Stored items:

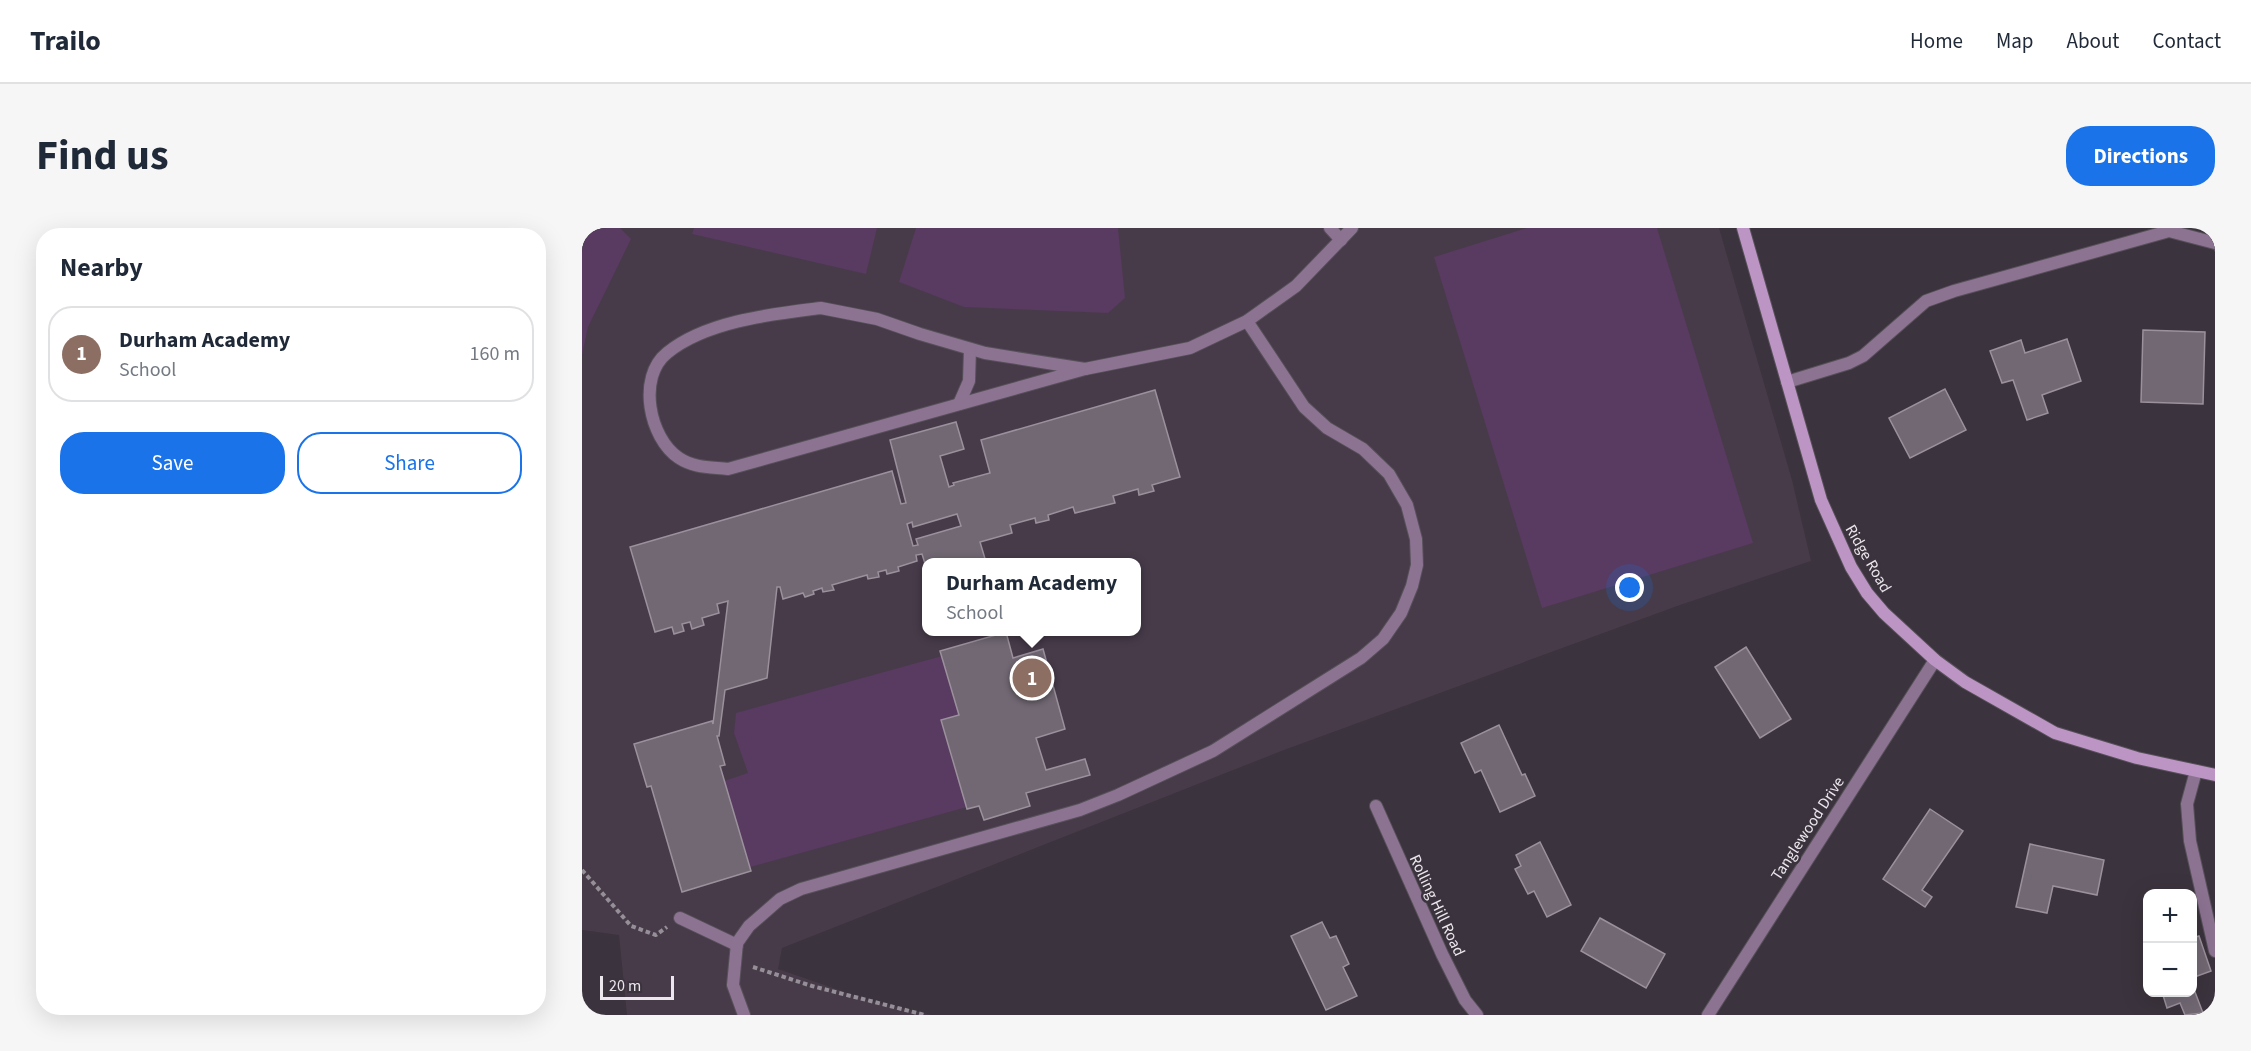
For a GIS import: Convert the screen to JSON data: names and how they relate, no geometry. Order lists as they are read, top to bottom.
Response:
{
  "streets": {
    "street": ["Ridge Road", "Tanglewood Drive", "Rolling Hill Road"]
  },
  "crossings": [
    ["Ridge Road", "Tanglewood Drive"]
  ],
  "scale_bar": "20 m",
  "page": {
    "header": "Trailo",
    "nav": [
      "Home",
      "Map",
      "About",
      "Contact"
    ],
    "title": "Find us",
    "buttons": [
      "Directions",
      ["Save", "Share"]
    ],
    "heading": "Nearby",
    "list": [
      {
        "mark": "1",
        "name": "Durham Academy",
        "note": "School",
        "value": "160 m"
      }
    ],
    "popup": ["Durham Academy", "School"],
    "pins": "1",
    "map_buttons": ["+", "−"],
    "scale": "20 m"
  }
}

## Problem to work on
Transcribe the records above exactly, omitting every picture they contain.

## Task result
For a GIS import: Convert the screen to JSON data: names and how they relate, no geometry. Order lists as they are read, top to bottom.
Response:
{
  "streets": {
    "street": ["Ridge Road", "Tanglewood Drive", "Rolling Hill Road"]
  },
  "crossings": [
    ["Ridge Road", "Tanglewood Drive"]
  ],
  "scale_bar": "20 m",
  "page": {
    "header": "Trailo",
    "nav": [
      "Home",
      "Map",
      "About",
      "Contact"
    ],
    "title": "Find us",
    "buttons": [
      "Directions",
      ["Save", "Share"]
    ],
    "heading": "Nearby",
    "list": [
      {
        "mark": "1",
        "name": "Durham Academy",
        "note": "School",
        "value": "160 m"
      }
    ],
    "popup": ["Durham Academy", "School"],
    "pins": "1",
    "map_buttons": ["+", "−"],
    "scale": "20 m"
  }
}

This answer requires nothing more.